Is x = y = z = p = q = r? Why?
Solution:
Since, all the sides of the polygon are equal.
∴ It is a regular hexagon.
So, its interior angles are equal.
∴ x = (180° – a)
y = (180° – a)
z = (180° – a)
p = (180° – a)
q = (180° – a)
r = (180° – a)
∴ x = y = z = p = q = r

Question 3.
What is the measure of each?
(i) exterior angle
(ii) interior angle
Solution:
(i) x + y + z = p + q = r = 360° [sum of exterior angles = 360°]
and all these angles are equal
∴ Measure of each exterior angles = \(\frac{360^{\circ}}{6}\) = 60°

(ii) ∵ Exterior angle = 60°
∴ 180° – 60° = Interior angle
or 120° = Interior angle
or Measure of interior angle = 120°

Question 4.
Repeat this activity for the cases of
(i) a regular octagon
(ii) a regular 20-gon
Solution:
(i) In a regular octagon, number of sides (n) = 8
∴ Each exterior angle = \(\frac{360^{\circ}}{8}\) = 45°
∴ Each interior angle = 180° – 45° = 135°

(ii) For a regular 20-gon, the number of sides (n) = 20
∴ Each exterior angle = \(\frac{360^{\circ}}{20}\) = 18°
Thus, each interior angle = 180° – 18° = 162°

Try These (Page No. 47)

Question 5.
Take two identical set squares with angles 30° – 60° – 90° and place them adjacently to form a parallelogram as shown in Fig 3.20. Does this help you to verify the above property?

Solution:
The given figure helps us to verify that opposite sides of a parallelogram are of equal length.

Try These (Page No. 48)

Question 6.
Take two identical 30° – 60° – 90° set-squares and form a parallelogram as before. Does the figure obtain the help you to confirm the above property?
Solution:
The above figure also helps us to confirm that: opposite angles of a parallelogram are equal.

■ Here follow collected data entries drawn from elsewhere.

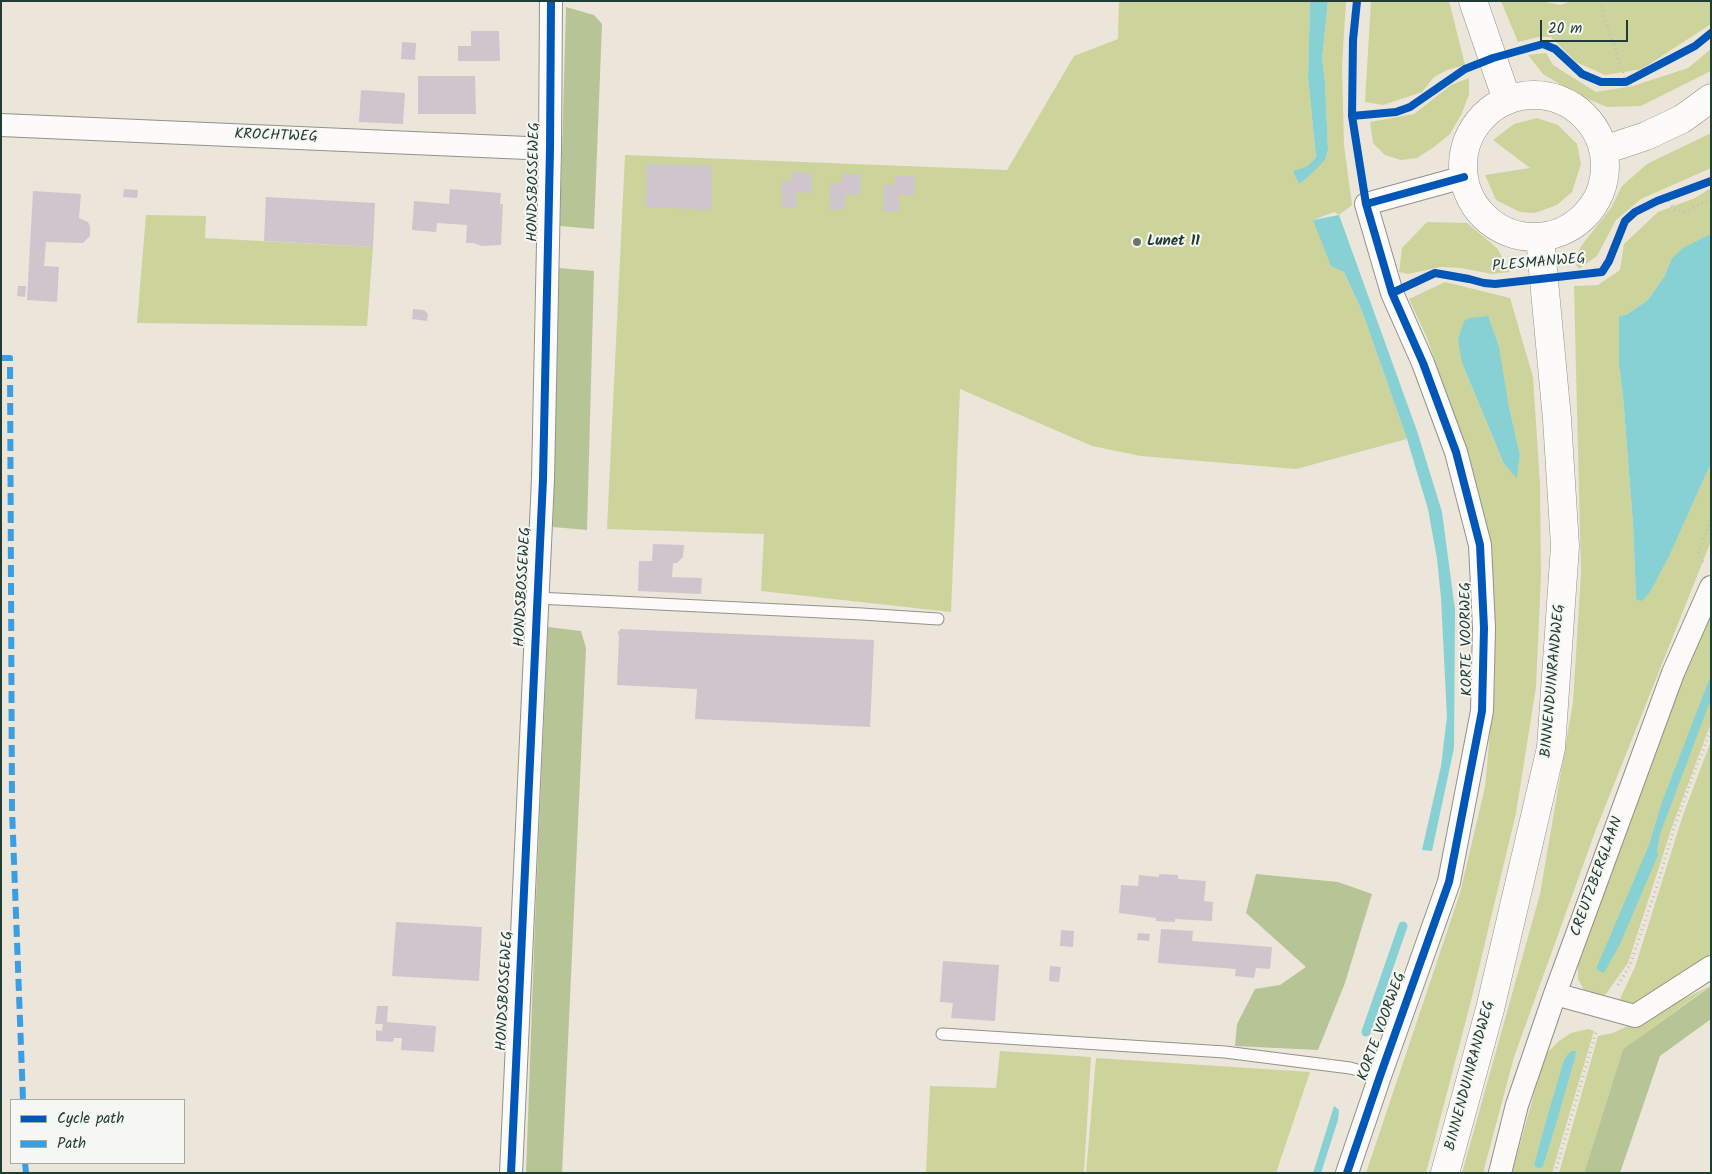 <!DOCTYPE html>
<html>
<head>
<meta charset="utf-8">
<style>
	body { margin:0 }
	#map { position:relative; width:1712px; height:1174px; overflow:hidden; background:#ece5da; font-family:Kalam,sans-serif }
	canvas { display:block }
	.frame { position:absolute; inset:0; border:2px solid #1f3d34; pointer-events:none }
	.legend { position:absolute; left:10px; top:1099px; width:175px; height:65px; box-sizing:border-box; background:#f6f6f2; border:1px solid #a0aca6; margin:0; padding:6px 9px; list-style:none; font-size:15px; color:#1f3d34 }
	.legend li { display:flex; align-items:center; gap:10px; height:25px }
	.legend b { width:25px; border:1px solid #a0aca6 }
	.scale { position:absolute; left:1540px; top:20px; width:88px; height:22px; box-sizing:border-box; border:2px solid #1f3d34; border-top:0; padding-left:6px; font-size:15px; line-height:18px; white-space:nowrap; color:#1f3d34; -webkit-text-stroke:4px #f6f6f2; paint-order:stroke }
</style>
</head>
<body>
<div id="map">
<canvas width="1712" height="1174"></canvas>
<div class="frame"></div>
<ul class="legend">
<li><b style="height:6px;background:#0057b8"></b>Cycle path</li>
<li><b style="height:6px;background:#3c9ee2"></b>Path</li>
</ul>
<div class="scale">20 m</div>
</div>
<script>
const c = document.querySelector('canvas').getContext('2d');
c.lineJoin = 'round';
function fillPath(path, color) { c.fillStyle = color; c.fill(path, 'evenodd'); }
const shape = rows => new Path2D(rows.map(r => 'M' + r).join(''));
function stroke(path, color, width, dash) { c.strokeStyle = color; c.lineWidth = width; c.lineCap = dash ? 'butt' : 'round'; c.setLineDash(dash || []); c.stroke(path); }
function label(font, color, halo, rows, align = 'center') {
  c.font = font + ' Kalam,sans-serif'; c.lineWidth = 4; c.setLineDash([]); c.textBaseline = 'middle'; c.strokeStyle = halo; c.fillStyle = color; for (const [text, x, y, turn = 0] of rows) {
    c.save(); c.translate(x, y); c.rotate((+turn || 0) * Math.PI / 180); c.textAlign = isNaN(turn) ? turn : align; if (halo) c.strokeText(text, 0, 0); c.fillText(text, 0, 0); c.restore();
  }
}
const green = shape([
	[1119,1,1310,1,1308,77,1316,159,1306,167,1298,184,1325,160,1328,150,1325,81,1322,59,1328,1,1346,1,1342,65,1344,145,1352,205,1339,215,1334,212,1313,220,1344,272,1362,311,1407,439,1296,469,1141,456,1092,446,960,389,951,612,761,591,764,534,607,529,625,155,1007,170,1074,56,1118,39],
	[1371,1,1449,1,1465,65,1447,70,1434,77,1422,92,1383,105,1365,102],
	[1501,1,1539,1,1561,5,1571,1,1711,1,1711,24,1642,69,1605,75,1576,62,1551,37,1539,37,1518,42],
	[1711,49,1711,71,1641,106,1607,107,1576,94,1543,74,1528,55,1546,53,1553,65,1596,92,1633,86,1688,68],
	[1469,78,1469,94,1462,113,1450,134,1434,147,1417,158,1401,160,1385,155,1373,143,1370,122,1414,114,1451,85],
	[1537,118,1558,125,1577,144,1581,164,1572,192,1557,205,1535,213,1520,212,1496,200,1485,175,1530,168,1493,140,1514,124],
	[1711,133,1711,168,1641,199,1616,220,1597,256,1579,269,1574,262,1581,246,1611,208,1622,186,1647,164],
	[1711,188,1711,234,1672,258,1665,275,1648,300,1626,315,1619,365,1623,396,1633,524,1636,599,1670,553,1711,463,1711,541,1595,832,1514,1057,1483,1173,1462,1173,1540,894,1573,702,1581,573,1574,286,1598,285,1620,270,1624,244,1658,212,1695,198],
	[146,215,206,216,205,238,373,247,367,326,137,323],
	[1427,222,1467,223,1497,248,1510,272,1492,274,1461,268,1440,267,1408,274,1399,272,1402,248],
	[1445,282,1510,298,1533,377,1540,484,1541,575,1536,687,1516,813,1472,997,1426,1173,1366,1173,1460,893,1485,787,1495,678,1494,596,1469,457,1427,338,1409,299],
	[1462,363,1508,402,1520,455,1517,477,1504,464],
	[1711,610,1711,723,1672,827,1628,963,1606,994,1598,997,1584,990,1578,979,1578,958,1682,677],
	[1711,741,1711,957,1637,1005,1618,1003,1635,967,1683,815],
	[1710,986,1623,1049,1584,1173,1559,1173,1598,1036,1613,1033],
	[1588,1029,1594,1031,1552,1173,1513,1173,1513,1169,1545,1055,1559,1041,1571,1033],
	[1576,1051,1552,1138,1543,1167,1538,1169,1534,1165,1540,1145],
	[1000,1051,1091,1057,1084,1173,926,1173,930,1086,996,1088],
	[1096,1058,1310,1072,1276,1173,1086,1173]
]);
const forest = shape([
	[566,7,594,15,602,24,594,229,560,226],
	[559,268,594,271,587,530,553,527],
	[548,627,581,631,586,648,562,1173,526,1173,535,922],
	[1256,874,1338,882,1372,894,1345,983,1318,1050,1235,1046,1237,1024,1255,989,1280,985,1306,967,1246,913],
	[1711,986,1711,1019,1660,1056,1620,1173,1584,1173,1623,1049]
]);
const water = shape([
	[1310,1,1328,1,1322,59,1325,81,1328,150,1325,160,1308,177,1299,184,1293,171,1306,167,1316,158,1308,77],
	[1339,215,1417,431,1442,512,1455,610,1454,748,1432,851,1422,850,1441,766,1447,717,1441,598,1437,559,1428,509,1407,439,1362,311,1344,272,1331,266,1313,220],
	[1711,234,1711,463,1670,554,1650,592,1642,601,1636,599,1633,524,1623,396,1619,365,1619,316,1626,315,1648,300,1665,275,1672,258,1683,248],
	[1488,316,1499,347,1508,402,1520,455,1517,478,1504,464,1462,363,1458,340,1464,321,1470,318],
	[1711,675,1711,699,1660,834,1657,850,1658,855,1620,944,1604,973,1596,969,1649,845,1662,802],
	[1572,1051,1576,1051,1575,1058,1552,1138,1543,1167,1538,1169,1534,1165,1548,1114,1564,1060,1568,1054],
	[1334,1106,1339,1110,1338,1120,1321,1173,1313,1173]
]);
const stream = shape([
	[1366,1032,1403,926]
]);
const building = shape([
	[471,31,499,31,500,61,458,61,458,46,471,46],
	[402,42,416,43,415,60,401,59],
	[418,76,475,76,476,114,418,114],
	[361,90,405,93,403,124,359,122],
	[647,164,712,166,711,210,646,207],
	[793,172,812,173,811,193,797,192,796,208,781,207,782,181,792,181],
	[842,174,861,174,860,194,845,194,845,209,829,209,831,183,841,183],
	[895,176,915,176,914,196,899,195,899,211,883,211,884,185,895,185],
	[124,189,138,190,137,198,123,197],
	[450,189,501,193,500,204,503,204,501,245,481,246,474,243,466,243,467,225,437,223,436,232,412,230,414,201,449,204],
	[33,191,81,194,79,218,88,222,90,226,90,236,83,243,46,242,44,266,59,267,57,302,27,300],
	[266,197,375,203,373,247,264,241],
	[18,286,26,286,25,297,17,296],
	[413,309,424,310,428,314,427,321,412,319],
	[653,544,684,545,683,557,677,563,673,563,672,577,702,578,701,594,638,591,639,561,652,561],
	[620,629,874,640,870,727,695,719,697,689,617,685,619,635,618,635,618,631,620,631],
	[1159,874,1178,875,1178,879,1206,881,1204,901,1213,902,1212,921,1175,919,1175,922,1156,921,1156,918,1119,913,1121,885,1138,886,1139,875,1159,877],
	[396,922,482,927,479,981,392,976],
	[1161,929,1193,931,1192,941,1272,947,1270,969,1256,968,1254,978,1235,976,1236,969,1158,963],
	[1061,930,1074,931,1073,947,1060,946],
	[1138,933,1150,934,1149,941,1137,940],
	[943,961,999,965,995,1021,951,1018,953,1003,940,1002],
	[1050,966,1061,967,1059,982,1049,981],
	[377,1006,388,1006,387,1022,436,1026,434,1052,401,1050,402,1038,394,1038,393,1042,376,1041,376,1030,382,1031,383,1024,375,1024]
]);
const path = shape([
	[1599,1,1626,82],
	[1666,197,1675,210,1685,212,1711,199],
	[1703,562,1698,554,1711,520],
	[1618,985,1630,965,1656,889,1675,825,1692,778,1711,730],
	[1555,1173,1596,1032]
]);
const lane = shape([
	[537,598,862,614,938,619],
	[942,1034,1225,1052,1350,1068,1380,1076]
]);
const street = shape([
	[1,125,550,149],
	[1555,994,1635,1016,1711,967],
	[511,1173,543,479,550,149,551,1],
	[1347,1173,1380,1076,1449,882,1482,711,1484,628,1480,545,1456,452,1423,363,1392,293,1366,204,1464,177],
	[1500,1173,1517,1105,1555,994,1673,673,1711,587]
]);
const secondary = shape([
	[1604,150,1646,136,1682,119,1711,98]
]);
const primary = shape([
	[1473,1,1507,100],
	'1463 166a71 71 0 1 1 142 0a71 71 0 1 1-142 0Z',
	[1445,1173,1490,1009,1551,748,1565,546,1557,419,1540,238]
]);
const quiet = shape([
	[1,358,10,358,12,809,23,1100],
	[25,1163,26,1173]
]);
const cycleway = shape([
	[1352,116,1396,112,1410,107,1465,69,1493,58,1543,44,1555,49,1582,74,1601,82,1626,82,1695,46,1711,33],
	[1366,204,1464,177],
	[1392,293,1435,273,1469,279,1484,283,1495,284,1602,272,1609,261,1625,221,1635,212,1657,201,1711,181],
	[511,1173,543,479,550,149,551,1],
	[1347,1173,1380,1076,1449,882,1482,711,1484,628,1480,545,1456,452,1423,363,1392,293,1366,204,1352,116,1353,40,1357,1]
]);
const markers = [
	[1137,242,5,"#67786e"]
];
const streetNames = [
	["KROCHTWEG",276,137,2],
	["HONDSBOSSEWEG",535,182,-89],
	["PLESMANWEG",1539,264,-5],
	["HONDSBOSSEWEG",524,587,-87],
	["KORTE VOORWEG",1468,639,-91],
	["BINNENDUINRANDWEG",1554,681,-85],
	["CREUTZBERGLAAN",1598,877,-70],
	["HONDSBOSSEWEG",506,991,-87],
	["KORTE VOORWEG",1383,1027,-70],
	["BINNENDUINRANDWEG",1471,1076,-75]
];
const poiNames = [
	["Lunet 11",1147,242]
];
fillPath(green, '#ccd49c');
fillPath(forest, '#b7c596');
fillPath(water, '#87d1d5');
stroke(stream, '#87d1d5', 9);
fillPath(building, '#cec6cc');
stroke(lane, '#91928b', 13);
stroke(street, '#91928b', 24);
stroke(secondary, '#91928b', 29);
stroke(primary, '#91928b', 29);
stroke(path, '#bdbfbc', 3, [1, 4]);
stroke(lane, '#fcfbf9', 11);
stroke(street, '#fcfbf9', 22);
stroke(secondary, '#fcfbf9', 28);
stroke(primary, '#fcfbf9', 28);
stroke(quiet, '#3c9ee2', 6, [12, 6]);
stroke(cycleway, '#0057b8', 8);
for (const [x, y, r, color] of markers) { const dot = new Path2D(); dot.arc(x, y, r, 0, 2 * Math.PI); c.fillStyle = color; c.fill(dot); stroke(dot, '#f6f6f2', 2); }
label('15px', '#1f3d34', '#f6f6f2', streetNames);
label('bold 15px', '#1f3d34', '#f6f6f2', poiNames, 'left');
</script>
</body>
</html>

These NCERT Solutions for Class 8 Maths Chapter 3 Understanding Quadrilaterals Ex 3.4 Questions and Answers are prepared by our highly skilled subject experts.

NCERT Solutions for Class 8 Maths Chapter 3 Understanding Quadrilaterals Exercise 3.4

Question 1.
State whether True or False.
(a) All rectangles are squares.
(b) All rhombuses are parallelograms.
(c) All squares are rhombuses and also rectangles.
(d) All squares are not parallelograms.
(e) All kites are rhombuses.
(f) All rhombuses are kites.
(g) All parallelograms are trapeziums.
(h) All squares are trapeziums.
Solution:
(a) False
(b) True
(c) True
(d) False
(e) False
(f) True
(g) True
(h) True

Question 2.
Identify all the quadrilaterals that have
(a) four sides of equal length
(b) four right angles.
Solution:
(a) square, rhombus
(b) square, rectangle

Question 3.
Explain how a square is
(i) a quadrilateral
(ii) a parallelogram
(iii) a rhombus
(iv) a rectangle
Solution:
(i) A square is a 4-sided figure, so it is a quadrilateral.
(ii) The opposite sides of a square are parallel, so it is a parallelogram.
(iii) All the sides of a square are equal, so it is a rhombus.
(iv) Each angle of a square is a right-angle, so it is a rectangle.

Question 4.
Name the quadrilaterals whose diagonals
(i) bisect each other
(ii) are perpendicular bisectors of each other
(iii) are equal
Solution:
(i) The diagonals of the following quadrilaterals bisect each other.
Square, rectangle, rhombus, and parallelogram
(ii) The diagonals are perpendicular bisectors of the following quadrilaterals.
Square and rhombus
(iii) The diagonals are equal in the case of square and rectangle.

Question 5.
Explain why a rectangle is a convex quadrilateral.
Solution:
A rectangle is a convex quadrilateral as both of its diagonals lies in its interior.

Question 6.
ABC is a right-angled triangle and O is the mid-point of the side opposite to the right angle. Explain why O is equidistant from A, B, and C (The dotted lines are drawn additionally to help you)

Solution:
Construction: Produce B to D such that BO = OD.
Join AD and CD
Proof: AO = OC (As O is a midpoint of AC)
BO = DO (By construction)
∴ ABCD is a parallelogram.
(As diagonals bisect each other)
Also, ∠B = 90°
∴ ABCD is a rectangle
∴ Diagonal AC = BD
\(\frac{1}{2}\) AC = \(\frac{1}{2}\) BD
AO = OB
Also, AO = OC
∴ AO = OB = OC
∴ O is equidistant from A, B and C.

These NCERT Solutions for Class 8 Maths Chapter 3 Understanding Quadrilaterals Ex 3.3 Questions and Answers are prepared by our highly skilled subject experts.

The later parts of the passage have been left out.